Siamo a Galatina, il cui nome dal sapore greco ci ricorda come il luogo sia parte di quella frazione del Salento noto come “Grecìa salentina”, dove ancora oggi si parla il cosiddetto  “grico”, ovvero un dialetto che deriva dalla lingua parlata dai coloni greco-bizantini che si stanziarono qui  già a partire dall’Alto Medioevo.
In realtà, però, sin dal Medioevo e fino all’Unità d’Italia, il nome completo del paese era “San Pietro in Galatina”, in quanto, secondo la tradizione, Pietro sarebbe da qui transitato durante il suo viaggio verso Roma, tanto che le chiavi pontificie, simbolo del primo Papa della Storia, sovrastano lo stemma civico del Paese. Furono i pricipi Del Balzo Orsini, a cui si deve la costruzione della magnifica Basilica di Santa Caterina, ad ottenere dal Papa l’autorizzazione ad usare le chiavi pontificie nello stemma civico.
La tradizione (orale, non documentata da antiche fonti scritte) narra di come Pietro, colto da stanchezza,  trovasse riposo dalla fatica del viaggio sedendosi su un masso; e quella pietra, simbolo del suo passaggio in queste terre, sarebbe stata poi  custodita in un tempio a lui dedicato, la Chiesa Madre dedicata ai SS. Pietro e Paolo.

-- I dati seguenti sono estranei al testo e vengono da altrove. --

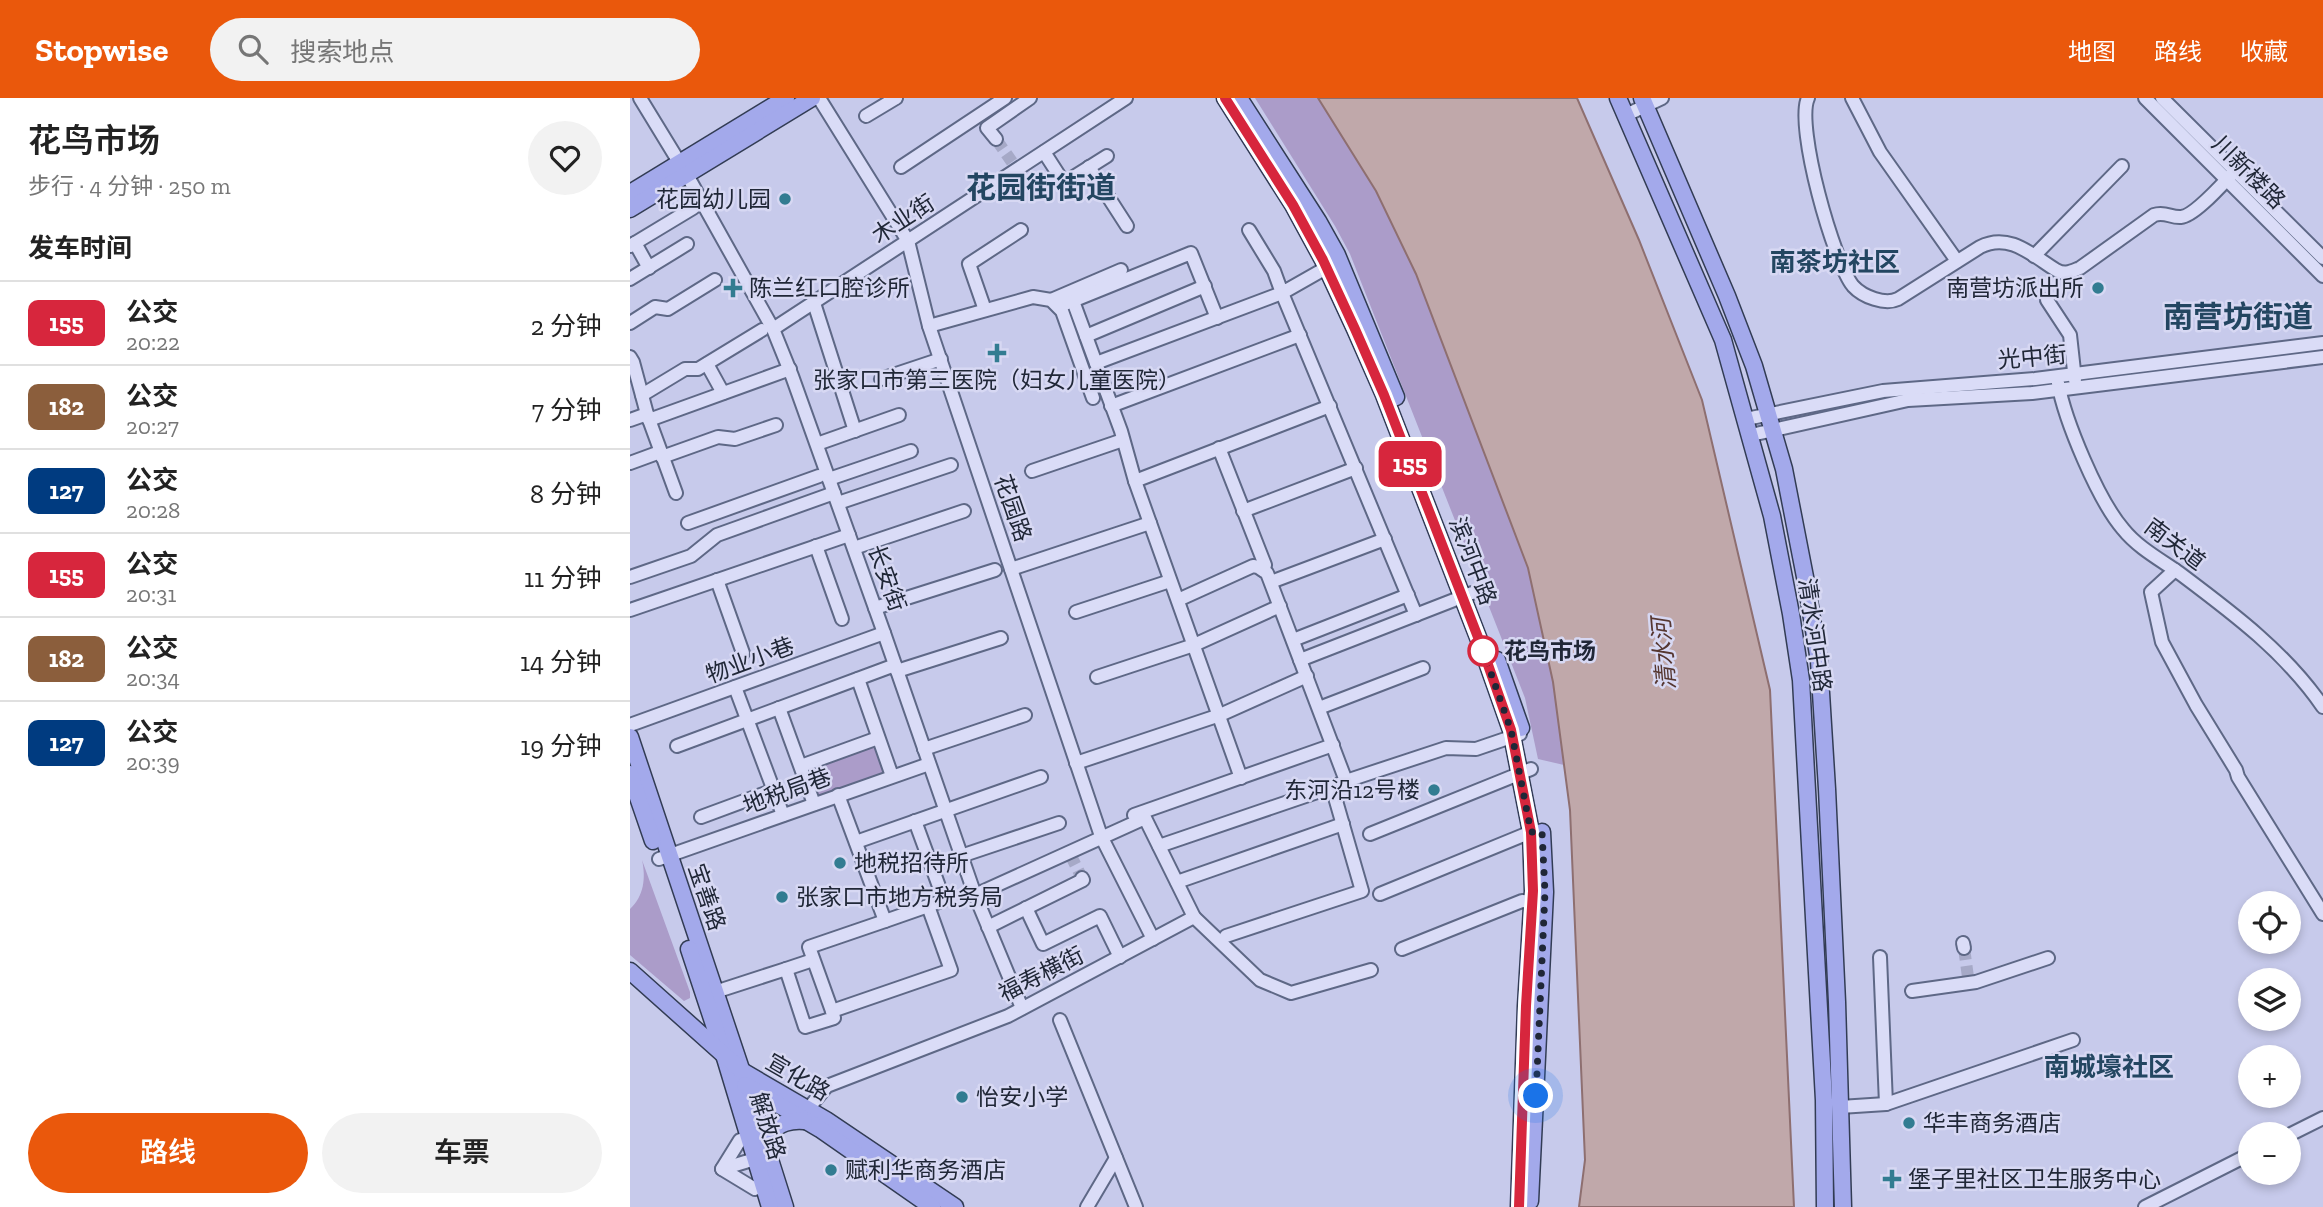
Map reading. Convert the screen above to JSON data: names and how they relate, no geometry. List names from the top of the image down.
{
  "streets": {
    "main road": [
      "滨河中路",
      "清水河中路",
      "宝善路",
      "宣化路",
      "解放路"
    ],
    "street": [
      "川新楼路",
      "木业街",
      "光中街",
      "花园路",
      "南关道",
      "长安街",
      "物业小巷",
      "地税局巷",
      "福寿横街"
    ]
  },
  "crossings": [
    ["木业街", "花园路"],
    ["木业街", "长安街"],
    ["光中街", "南关道"],
    ["光中街", "清水河中路"],
    ["花园路", "福寿横街"],
    ["长安街", "物业小巷"],
    ["长安街", "地税局巷"],
    ["长安街", "福寿横街"],
    ["地税局巷", "宝善路"],
    ["宝善路", "宣化路"],
    ["宝善路", "解放路"],
    ["福寿横街", "宣化路"],
    ["宣化路", "解放路"]
  ],
  "districts": [
    "花园街街道",
    "南茶坊社区",
    "南营坊街道",
    "南城壕社区"
  ],
  "water": ["清水河"],
  "places": {
    "other": [
      "花园幼儿园",
      "南营坊派出所",
      "花鸟市场",
      "东河沿12号楼",
      "地税招待所",
      "张家口市地方税务局",
      "怡安小学",
      "华丰商务酒店",
      "赋利华商务酒店"
    ],
    "health": ["陈兰红口腔诊所", "张家口市第三医院（妇女儿童医院）", "堡子里社区卫生服务中心"]
  },
  "lines": ["bus line 155"],
  "page": {
    "header": "Stopwise",
    "search": "搜索地点",
    "nav": ["地图", "路线", "收藏"],
    "heading": [
      ["花鸟市场", "步行 · 4 分钟 · 250 m"],
      "发车时间"
    ],
    "on_map": "155",
    "list": [
      {
        "mark": "155",
        "name": "公交",
        "note": "20:22",
        "value": "2 分钟"
      },
      {
        "mark": "182",
        "name": "公交",
        "note": "20:27",
        "value": "7 分钟"
      },
      {
        "mark": "127",
        "name": "公交",
        "note": "20:28",
        "value": "8 分钟"
      },
      {
        "mark": "155",
        "name": "公交",
        "note": "20:31",
        "value": "11 分钟"
      },
      {
        "mark": "182",
        "name": "公交",
        "note": "20:34",
        "value": "14 分钟"
      },
      {
        "mark": "127",
        "name": "公交",
        "note": "20:39",
        "value": "19 分钟"
      }
    ],
    "map_buttons": ["+", "−"],
    "buttons": ["路线", "车票"]
  }
}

L’impianto originario della Chiesa risalirebbe al XIV secolo, forse in origine dedicato all’Immacolata,  e per tutto il medioevo in essa si sarebbe officiato il rito greco. L’edificio ha subito, però, un totale rifacimento nei secoli del Barocco, tra il seicento e settecento. La facciata, opera di Giuseppe Zimbalo detto “lo Zingarello”, uno dei più celebri protagonisti del Barocco salentino, mostra tra le numerose statue che la adornano, a destra del portale centrale, la statua del Principe degli Apostoli cui la Chiesa è dedicata.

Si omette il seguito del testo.